*** Opening GIVEN DATA ***

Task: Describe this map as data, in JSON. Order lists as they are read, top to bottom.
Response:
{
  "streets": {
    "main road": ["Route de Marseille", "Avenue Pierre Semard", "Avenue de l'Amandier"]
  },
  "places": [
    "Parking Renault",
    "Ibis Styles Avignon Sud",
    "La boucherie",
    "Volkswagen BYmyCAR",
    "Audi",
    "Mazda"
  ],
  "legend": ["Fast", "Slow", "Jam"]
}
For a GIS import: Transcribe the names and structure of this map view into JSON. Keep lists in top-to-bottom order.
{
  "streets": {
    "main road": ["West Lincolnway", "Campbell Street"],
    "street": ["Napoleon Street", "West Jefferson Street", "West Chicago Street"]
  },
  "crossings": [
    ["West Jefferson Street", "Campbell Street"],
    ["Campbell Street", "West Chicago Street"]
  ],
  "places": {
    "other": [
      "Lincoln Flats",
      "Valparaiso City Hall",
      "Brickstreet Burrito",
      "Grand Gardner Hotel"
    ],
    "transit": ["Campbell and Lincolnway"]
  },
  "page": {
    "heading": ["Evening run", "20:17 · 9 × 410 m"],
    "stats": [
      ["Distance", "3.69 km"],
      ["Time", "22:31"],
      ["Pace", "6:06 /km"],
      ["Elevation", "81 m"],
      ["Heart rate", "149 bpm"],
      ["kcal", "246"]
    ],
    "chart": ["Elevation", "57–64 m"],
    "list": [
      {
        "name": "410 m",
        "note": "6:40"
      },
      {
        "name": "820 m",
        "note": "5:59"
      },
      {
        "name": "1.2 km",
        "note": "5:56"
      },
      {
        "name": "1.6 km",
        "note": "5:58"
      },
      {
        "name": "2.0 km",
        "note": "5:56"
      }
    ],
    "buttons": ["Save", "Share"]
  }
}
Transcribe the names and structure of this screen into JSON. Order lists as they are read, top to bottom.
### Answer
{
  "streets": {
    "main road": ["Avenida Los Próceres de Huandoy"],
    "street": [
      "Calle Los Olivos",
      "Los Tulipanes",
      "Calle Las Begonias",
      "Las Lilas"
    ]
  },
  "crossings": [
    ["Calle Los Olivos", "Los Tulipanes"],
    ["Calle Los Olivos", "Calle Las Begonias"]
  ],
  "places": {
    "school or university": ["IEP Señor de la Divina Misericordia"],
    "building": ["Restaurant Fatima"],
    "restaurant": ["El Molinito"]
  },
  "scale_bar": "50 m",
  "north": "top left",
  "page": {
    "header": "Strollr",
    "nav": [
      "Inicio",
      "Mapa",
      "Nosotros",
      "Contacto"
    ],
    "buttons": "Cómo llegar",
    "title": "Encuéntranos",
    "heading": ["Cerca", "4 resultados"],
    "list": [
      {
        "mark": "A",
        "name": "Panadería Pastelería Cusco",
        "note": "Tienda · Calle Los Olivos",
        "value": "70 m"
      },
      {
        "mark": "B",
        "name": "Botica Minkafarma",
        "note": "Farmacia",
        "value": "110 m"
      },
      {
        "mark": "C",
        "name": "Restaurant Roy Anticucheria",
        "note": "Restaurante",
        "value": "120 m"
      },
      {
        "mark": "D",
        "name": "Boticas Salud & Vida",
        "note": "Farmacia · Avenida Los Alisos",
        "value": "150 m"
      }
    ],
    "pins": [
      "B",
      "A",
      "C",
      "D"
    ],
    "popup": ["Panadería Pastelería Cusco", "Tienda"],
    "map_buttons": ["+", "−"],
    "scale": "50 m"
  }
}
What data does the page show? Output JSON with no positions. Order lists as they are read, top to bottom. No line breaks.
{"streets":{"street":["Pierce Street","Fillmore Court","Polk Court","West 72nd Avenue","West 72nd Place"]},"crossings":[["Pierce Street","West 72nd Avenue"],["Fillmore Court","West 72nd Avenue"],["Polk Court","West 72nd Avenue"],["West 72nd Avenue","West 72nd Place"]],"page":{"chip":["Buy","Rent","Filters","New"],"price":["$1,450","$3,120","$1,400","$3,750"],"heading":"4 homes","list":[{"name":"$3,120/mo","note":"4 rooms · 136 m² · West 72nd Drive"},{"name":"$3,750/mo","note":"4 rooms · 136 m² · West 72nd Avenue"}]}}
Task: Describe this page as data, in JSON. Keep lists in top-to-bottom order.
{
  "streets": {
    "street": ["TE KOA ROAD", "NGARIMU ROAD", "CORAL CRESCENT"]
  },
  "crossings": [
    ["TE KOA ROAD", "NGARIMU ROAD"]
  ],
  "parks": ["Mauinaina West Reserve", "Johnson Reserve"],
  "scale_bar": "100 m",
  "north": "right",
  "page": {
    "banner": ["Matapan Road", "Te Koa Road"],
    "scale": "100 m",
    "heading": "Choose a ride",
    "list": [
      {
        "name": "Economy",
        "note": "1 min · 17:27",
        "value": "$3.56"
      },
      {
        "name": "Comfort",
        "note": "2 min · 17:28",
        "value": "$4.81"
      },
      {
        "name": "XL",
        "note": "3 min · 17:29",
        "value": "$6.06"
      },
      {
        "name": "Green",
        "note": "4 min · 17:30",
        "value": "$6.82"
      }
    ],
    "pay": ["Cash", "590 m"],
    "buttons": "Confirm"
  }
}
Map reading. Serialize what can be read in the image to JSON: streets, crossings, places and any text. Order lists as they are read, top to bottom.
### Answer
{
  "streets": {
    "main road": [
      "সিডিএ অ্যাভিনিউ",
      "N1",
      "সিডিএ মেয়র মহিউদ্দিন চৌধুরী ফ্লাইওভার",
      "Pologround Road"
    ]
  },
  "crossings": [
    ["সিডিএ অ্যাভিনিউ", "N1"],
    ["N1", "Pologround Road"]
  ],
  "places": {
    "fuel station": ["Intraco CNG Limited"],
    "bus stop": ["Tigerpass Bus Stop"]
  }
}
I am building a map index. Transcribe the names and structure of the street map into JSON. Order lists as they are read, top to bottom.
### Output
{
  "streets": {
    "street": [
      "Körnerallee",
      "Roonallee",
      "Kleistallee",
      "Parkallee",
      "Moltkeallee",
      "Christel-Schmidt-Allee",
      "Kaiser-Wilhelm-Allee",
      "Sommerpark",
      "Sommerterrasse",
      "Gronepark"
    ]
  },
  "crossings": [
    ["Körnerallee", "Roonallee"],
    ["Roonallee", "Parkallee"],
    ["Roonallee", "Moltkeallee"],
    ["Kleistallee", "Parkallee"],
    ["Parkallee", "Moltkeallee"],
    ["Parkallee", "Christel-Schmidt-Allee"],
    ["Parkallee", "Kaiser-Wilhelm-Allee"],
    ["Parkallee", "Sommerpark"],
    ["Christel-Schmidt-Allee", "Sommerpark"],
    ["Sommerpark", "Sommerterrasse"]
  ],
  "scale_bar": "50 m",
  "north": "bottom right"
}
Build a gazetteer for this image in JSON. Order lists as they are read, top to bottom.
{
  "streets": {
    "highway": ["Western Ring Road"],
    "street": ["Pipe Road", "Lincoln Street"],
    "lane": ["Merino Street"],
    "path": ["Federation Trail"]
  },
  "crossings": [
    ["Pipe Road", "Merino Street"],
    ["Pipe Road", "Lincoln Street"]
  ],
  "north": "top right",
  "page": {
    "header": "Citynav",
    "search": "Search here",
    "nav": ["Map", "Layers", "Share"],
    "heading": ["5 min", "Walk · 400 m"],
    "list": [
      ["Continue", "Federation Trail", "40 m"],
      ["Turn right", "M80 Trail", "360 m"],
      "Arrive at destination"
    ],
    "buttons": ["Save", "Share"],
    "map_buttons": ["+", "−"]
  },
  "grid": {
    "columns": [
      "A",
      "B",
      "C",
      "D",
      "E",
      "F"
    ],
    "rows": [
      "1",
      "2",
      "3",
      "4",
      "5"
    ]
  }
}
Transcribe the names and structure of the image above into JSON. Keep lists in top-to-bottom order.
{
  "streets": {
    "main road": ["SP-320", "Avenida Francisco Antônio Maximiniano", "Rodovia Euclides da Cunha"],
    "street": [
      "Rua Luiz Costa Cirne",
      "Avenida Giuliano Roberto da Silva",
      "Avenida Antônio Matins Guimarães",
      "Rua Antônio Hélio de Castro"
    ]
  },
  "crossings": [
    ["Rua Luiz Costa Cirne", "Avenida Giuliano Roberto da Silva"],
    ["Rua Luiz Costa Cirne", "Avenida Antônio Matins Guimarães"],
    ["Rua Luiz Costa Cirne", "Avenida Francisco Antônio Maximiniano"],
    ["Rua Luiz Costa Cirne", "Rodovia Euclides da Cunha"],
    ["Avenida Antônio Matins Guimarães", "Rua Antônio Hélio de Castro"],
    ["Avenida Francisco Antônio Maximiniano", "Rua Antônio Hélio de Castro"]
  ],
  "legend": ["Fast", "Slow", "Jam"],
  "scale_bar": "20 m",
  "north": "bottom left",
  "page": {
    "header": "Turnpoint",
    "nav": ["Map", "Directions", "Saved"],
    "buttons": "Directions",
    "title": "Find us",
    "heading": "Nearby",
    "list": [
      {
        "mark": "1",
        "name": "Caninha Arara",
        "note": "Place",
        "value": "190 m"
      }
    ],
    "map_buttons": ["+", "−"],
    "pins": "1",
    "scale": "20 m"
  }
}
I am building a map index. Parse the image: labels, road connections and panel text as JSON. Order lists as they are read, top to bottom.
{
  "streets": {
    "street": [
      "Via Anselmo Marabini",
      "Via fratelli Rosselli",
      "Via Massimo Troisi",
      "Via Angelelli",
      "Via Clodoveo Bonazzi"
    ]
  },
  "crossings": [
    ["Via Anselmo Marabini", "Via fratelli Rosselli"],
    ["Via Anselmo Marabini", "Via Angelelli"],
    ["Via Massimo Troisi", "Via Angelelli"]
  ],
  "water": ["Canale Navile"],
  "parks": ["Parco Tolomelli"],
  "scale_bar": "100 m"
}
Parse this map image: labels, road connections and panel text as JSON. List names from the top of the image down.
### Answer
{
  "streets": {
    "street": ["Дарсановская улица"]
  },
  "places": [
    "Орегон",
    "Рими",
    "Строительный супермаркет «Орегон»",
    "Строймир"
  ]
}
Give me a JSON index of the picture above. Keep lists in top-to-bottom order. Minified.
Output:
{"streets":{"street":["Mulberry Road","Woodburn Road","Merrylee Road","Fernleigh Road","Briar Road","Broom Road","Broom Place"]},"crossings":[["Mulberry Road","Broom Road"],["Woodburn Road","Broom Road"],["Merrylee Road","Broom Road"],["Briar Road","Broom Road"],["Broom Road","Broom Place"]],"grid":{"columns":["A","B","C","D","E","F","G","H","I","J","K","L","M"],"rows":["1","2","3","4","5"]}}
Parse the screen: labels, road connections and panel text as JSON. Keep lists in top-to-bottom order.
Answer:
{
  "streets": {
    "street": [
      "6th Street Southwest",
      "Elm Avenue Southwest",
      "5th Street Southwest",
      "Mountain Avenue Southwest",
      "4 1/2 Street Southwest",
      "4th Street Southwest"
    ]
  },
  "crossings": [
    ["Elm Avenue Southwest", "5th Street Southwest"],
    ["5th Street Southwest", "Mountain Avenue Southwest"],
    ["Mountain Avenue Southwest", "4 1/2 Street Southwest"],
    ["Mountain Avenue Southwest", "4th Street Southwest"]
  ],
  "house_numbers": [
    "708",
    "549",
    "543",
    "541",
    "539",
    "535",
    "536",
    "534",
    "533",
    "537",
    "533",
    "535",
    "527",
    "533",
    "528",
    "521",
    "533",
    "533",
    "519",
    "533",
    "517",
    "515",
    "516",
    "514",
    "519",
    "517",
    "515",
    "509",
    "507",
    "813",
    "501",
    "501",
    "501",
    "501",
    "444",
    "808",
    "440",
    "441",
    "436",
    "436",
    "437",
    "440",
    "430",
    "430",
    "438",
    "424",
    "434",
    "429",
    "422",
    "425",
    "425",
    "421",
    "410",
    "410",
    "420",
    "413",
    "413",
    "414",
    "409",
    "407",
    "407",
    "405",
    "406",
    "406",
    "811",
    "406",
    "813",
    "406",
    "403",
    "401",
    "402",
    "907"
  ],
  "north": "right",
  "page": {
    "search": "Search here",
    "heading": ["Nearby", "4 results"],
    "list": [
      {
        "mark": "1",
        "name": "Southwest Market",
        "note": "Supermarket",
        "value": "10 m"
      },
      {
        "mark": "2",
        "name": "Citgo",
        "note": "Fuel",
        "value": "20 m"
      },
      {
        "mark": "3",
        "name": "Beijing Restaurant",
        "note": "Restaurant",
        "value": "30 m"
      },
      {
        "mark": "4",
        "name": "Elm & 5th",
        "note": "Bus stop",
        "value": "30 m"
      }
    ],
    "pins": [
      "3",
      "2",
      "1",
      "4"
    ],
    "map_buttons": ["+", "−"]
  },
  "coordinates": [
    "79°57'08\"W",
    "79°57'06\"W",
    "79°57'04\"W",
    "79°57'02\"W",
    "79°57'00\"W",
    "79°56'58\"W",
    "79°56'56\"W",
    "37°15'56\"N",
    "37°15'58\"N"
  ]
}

*** Closing GIVEN DATA ***

* WHAT YOU WILL DO: Check each line of the records for the string "Directions" and copy those that have it.

* YOUR SOLUTION:
    "nav": ["Map", "Directions", "Saved"],
    "buttons": "Directions",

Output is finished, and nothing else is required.